There is precedent. Successful consolidations in the Bay Area include the creation of WETA (San Francisco Bay Ferry), which has one of the highest ratings for customer satisfaction levels and level of ridership recovery of any Bay Area transit agency, and the creation of SolTrans in Solano County in 2010. 

Seamless Bay Area believes one of the most impactful consolidations to pursue is bringing together BART and Caltrain into a single unified agency with a common, newly established board covering five counties. Such a merger, which should also include assuming responsibility of the region’s major rail megaprojects across the five counties, would enable speedier implementation of integrated service and fares between the two systems (enabling quicker ridership regrowth), improved capital project planning, faster project delivery, and improved agency capacity. Another high-impact consolidation would be bringing all regional bus services within a single agency, in order to provide a unified seamless regional bus and rail network.

What is holding up consolidation?

A new Caltrain set imagined with BART livery. Stadler rendering altered by Clem Tillier

Transit agency consolidation is a popular idea among the public. In a 2021 poll from Bay Area Council, 86% of respondents supported combining BART and Caltrain into one integrated system. A 2020 MTC poll indicated that 63% of respondents supported ‘reducing the number of Bay Area agencies by consolidating agencies and services’, with only 31% opposed.

Despite the strong evidence of the benefits of consolidation and broad public support, local agency staff and elected officials have historically not championed consolidations, though many privately acknowledge their potential advantages. This makes sense: local agencies couldn’t, even if they wanted to, bring about consolidation on their own - state legislation would be required. 

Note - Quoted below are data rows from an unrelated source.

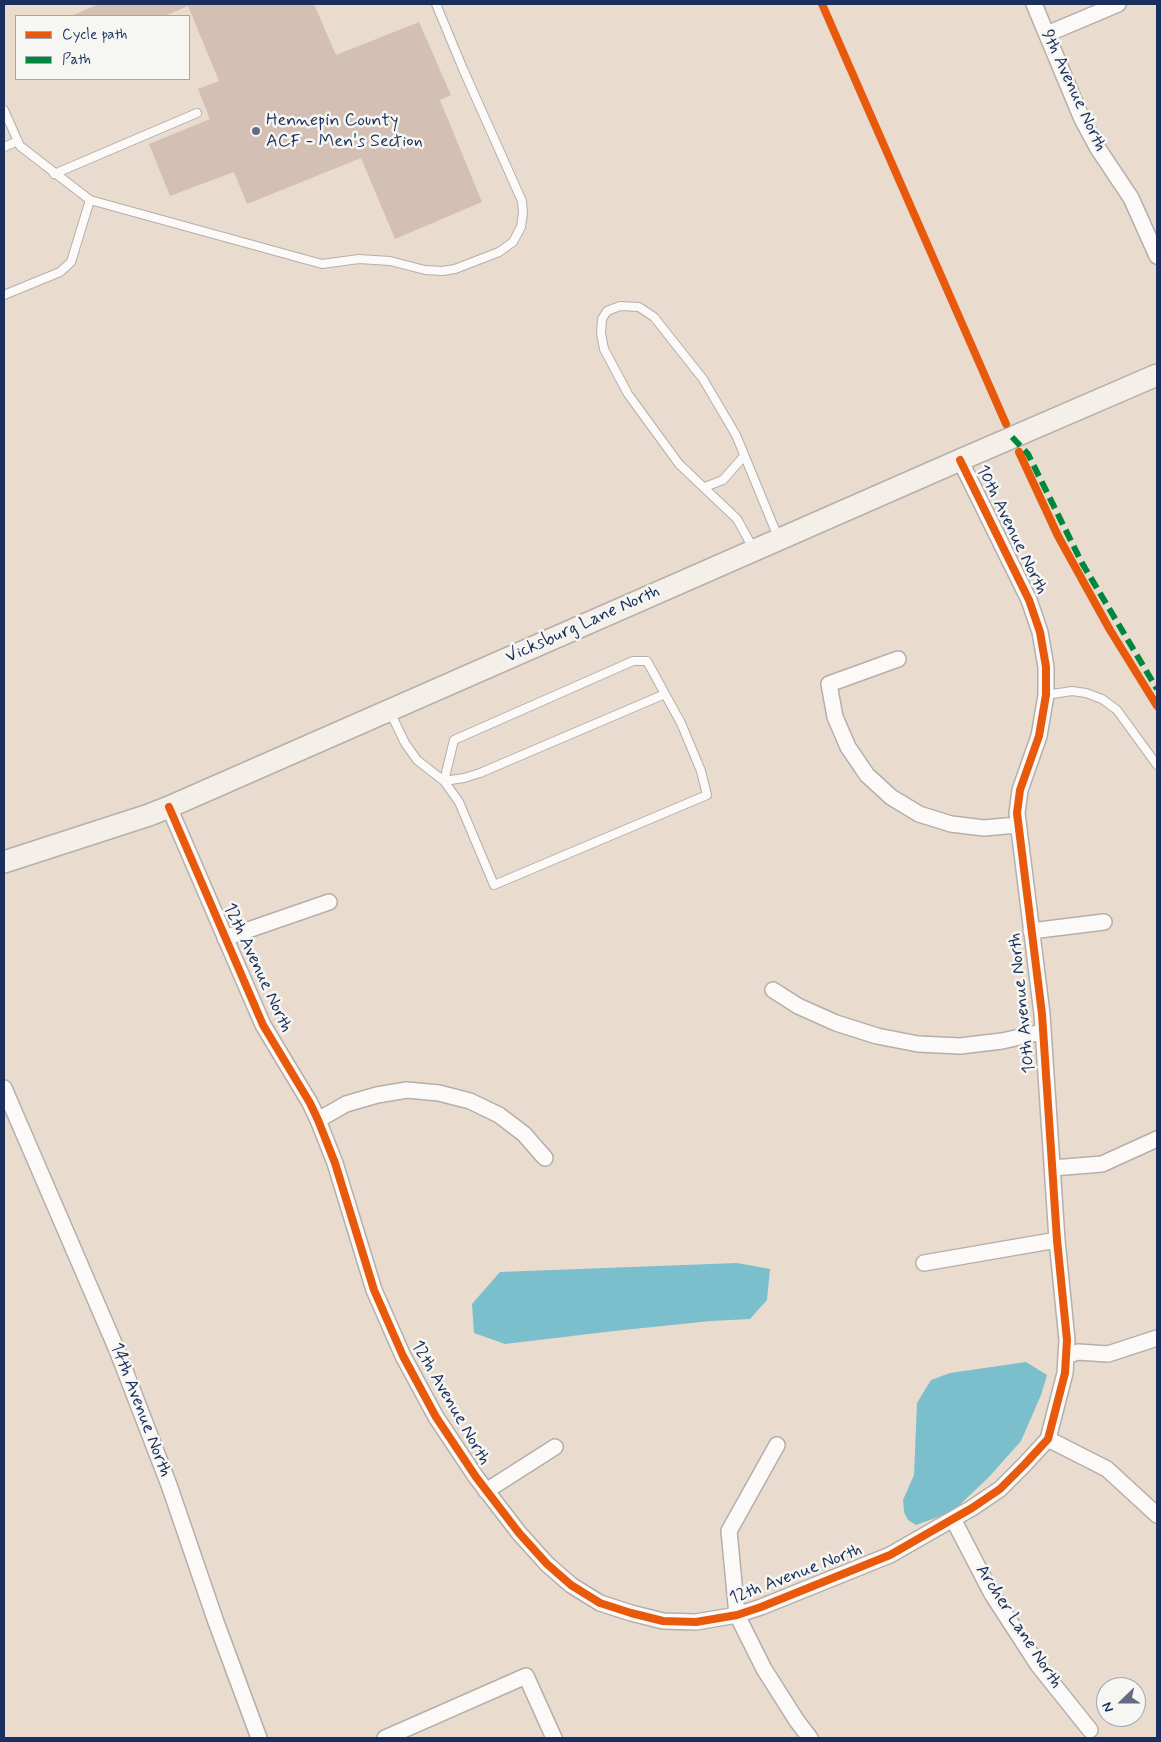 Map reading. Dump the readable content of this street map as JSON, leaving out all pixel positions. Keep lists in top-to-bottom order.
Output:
{
  "streets": {
    "main road": ["Vicksburg Lane North"],
    "street": [
      "9th Avenue North",
      "10th Avenue North",
      "12th Avenue North",
      "14th Avenue North",
      "Archer Lane North"
    ]
  },
  "crossings": [
    ["10th Avenue North", "Vicksburg Lane North"],
    ["10th Avenue North", "12th Avenue North"],
    ["10th Avenue North", "Archer Lane North"],
    ["Vicksburg Lane North", "12th Avenue North"],
    ["12th Avenue North", "Archer Lane North"]
  ],
  "places": ["Hennepin County ACF - Men's Section"],
  "legend": ["Cycle path", "Path"],
  "north": "left"
} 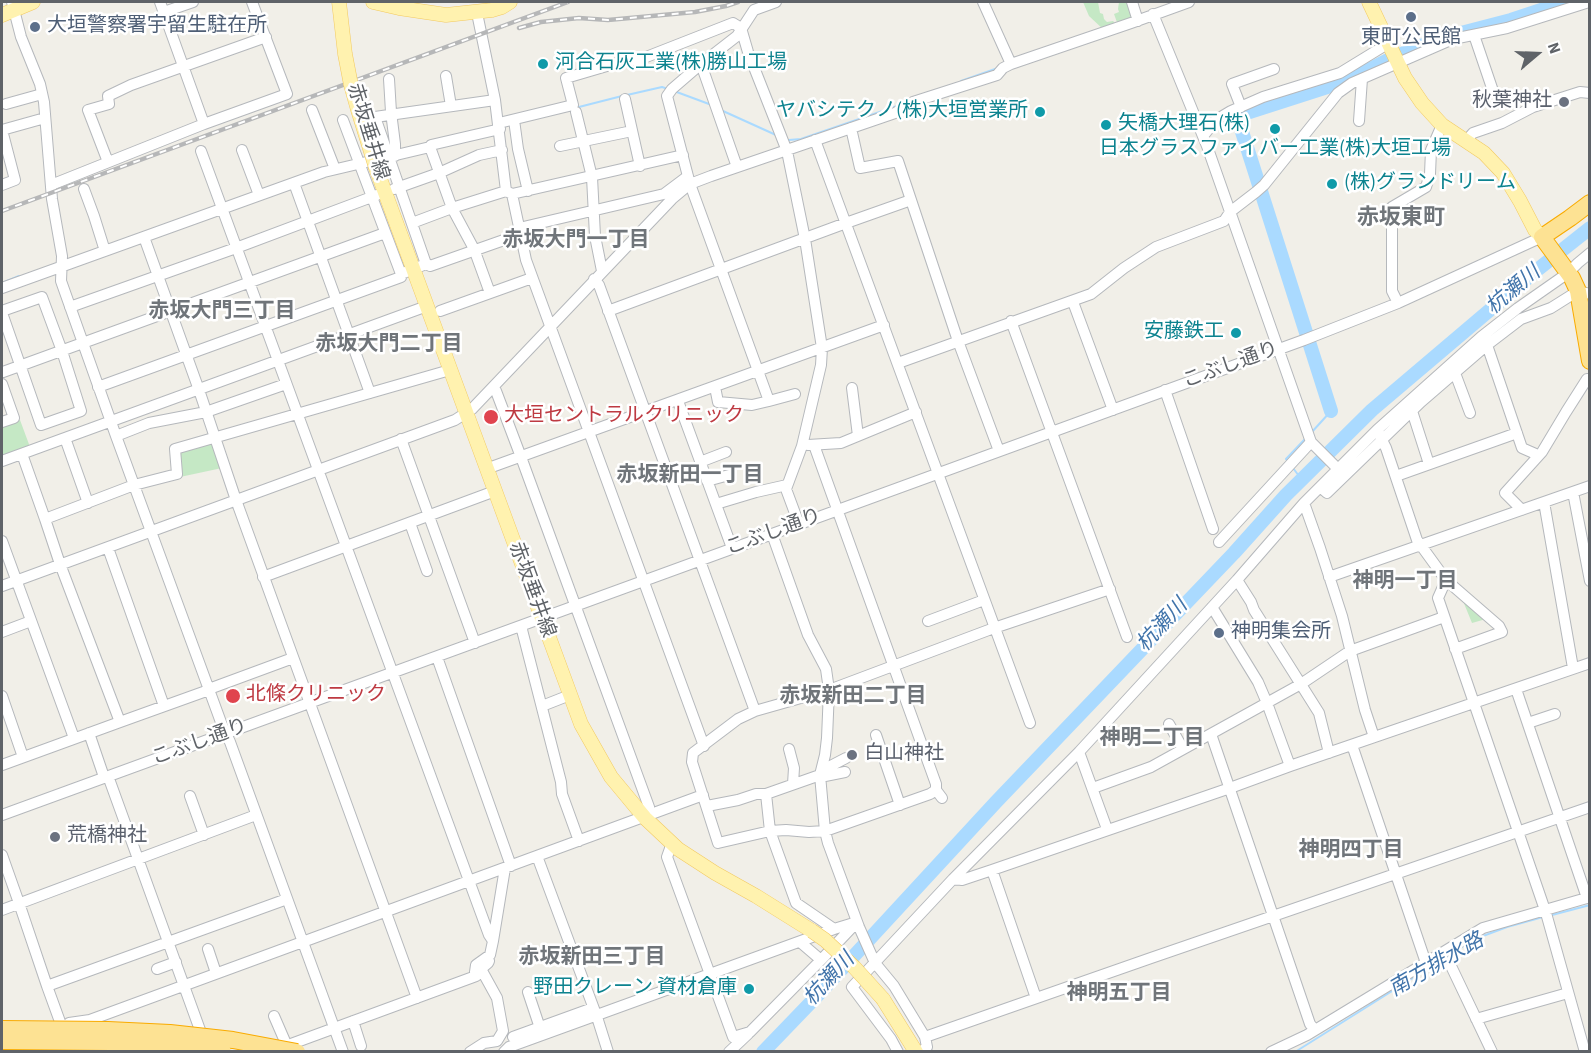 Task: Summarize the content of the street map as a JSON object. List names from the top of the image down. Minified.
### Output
{"streets":{"main road":["赤坂垂井線"],"street":["こぶし通り"]},"crossings":[["赤坂垂井線","こぶし通り"]],"districts":["赤坂東町","赤坂大門一丁目","赤坂大門三丁目","赤坂大門二丁目","赤坂新田一丁目","神明一丁目","赤坂新田二丁目","神明二丁目","神明四丁目","赤坂新田三丁目","神明五丁目"],"water":["杭瀬川","南方排水路"],"places":["東町公民館","大垣警察署宇留生駐在所","河合石灰工業(株)勝山工場","秋葉神社","ヤバシテクノ(株)大垣営業所","矢橋大理石(株)","日本グラスファイバー工業(株)大垣工場","(株)グランドリーム","安藤鉄工","大垣セントラルクリニック","神明集会所","北條クリニック","白山神社","荒橋神社","野田クレーン 資材倉庫"],"north":"right"} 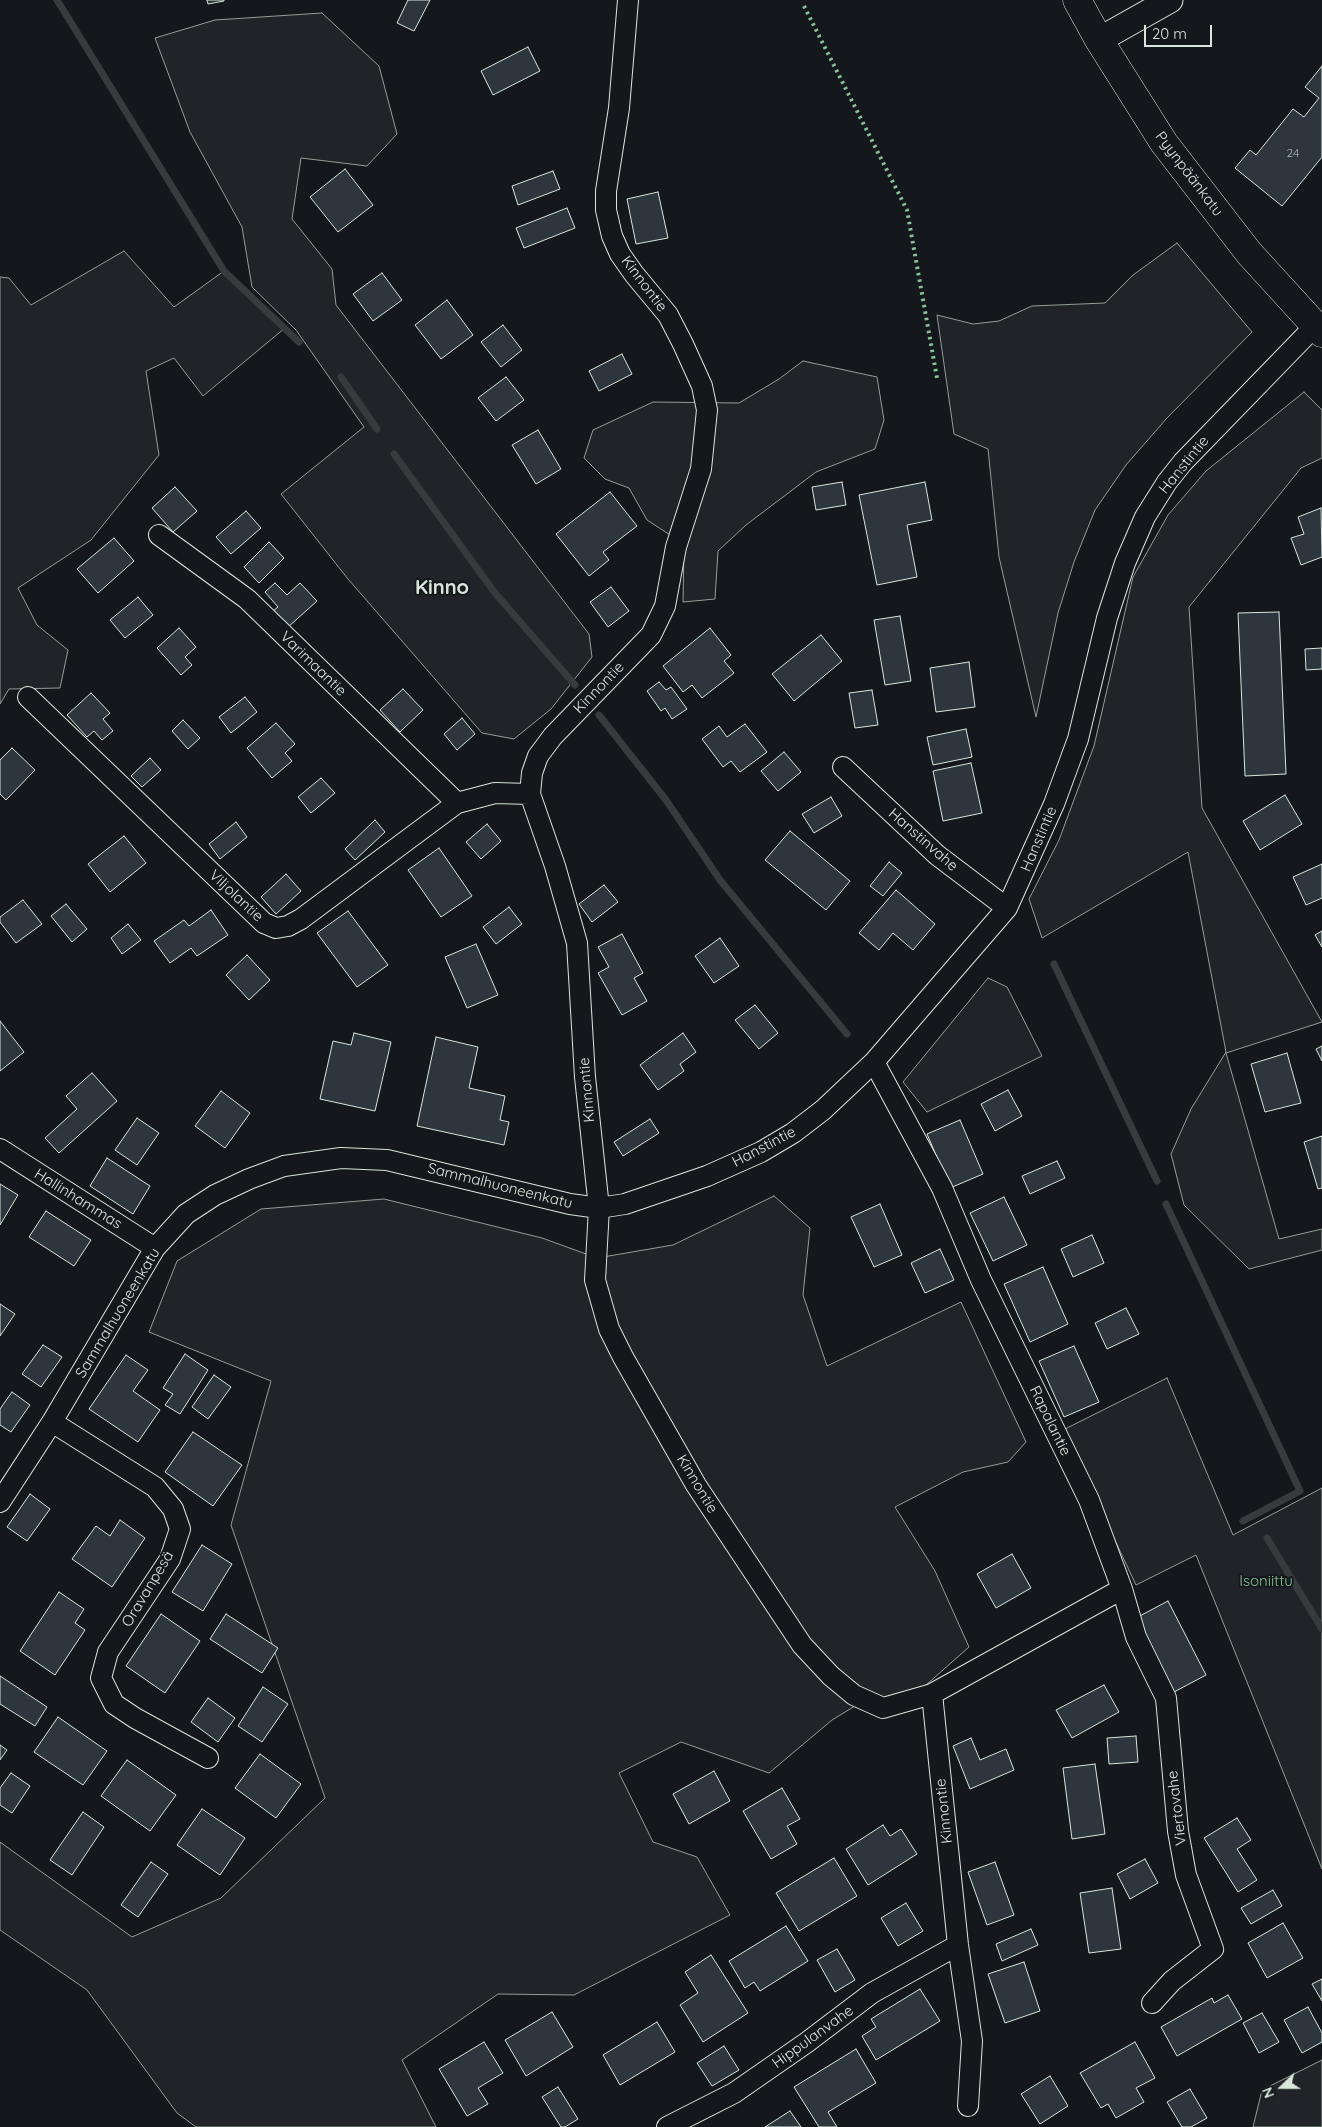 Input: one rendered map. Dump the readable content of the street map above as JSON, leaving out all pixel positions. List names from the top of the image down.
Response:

It is therefore up to the state to take action to identify any future path toward consolidation.

The state must call for Bay Area transit agency consolidation study

The time is now for state legislators to call for a consolidation study to identify options, benefits and costs, preparatory to possible implementation.

This is time-sensitive because the Bay Area needs a new permanent funding source for public transit, most likely to be created through a regional funding measure ballot proposition in 2026. A new regional funding measure is the perfect time to implement consolidations, including some of the up-front costs associated with it. Based on past polling, promoting consolidations is likely to help increase support for a ballot measure.

As the state considers one-time funding for transit operations in this year’s budget, legislators can help support a seamless transit system by calling for a consolidation study to be completed over the next year that identifies key consolidation options, benefits, and costs for the legislature to consider implementing. 

Without the state’s clear leadership, the question of consolidation won’t ever get seriously considered, despite tremendous potential benefits for riders and our climate. Pursuing consolidation sends a clear message to the public that the region is serious about transit transformation and willing to put in place improved accountability to ensure that every dollar spent on transit can deliver an improved, rider-first, and efficient system.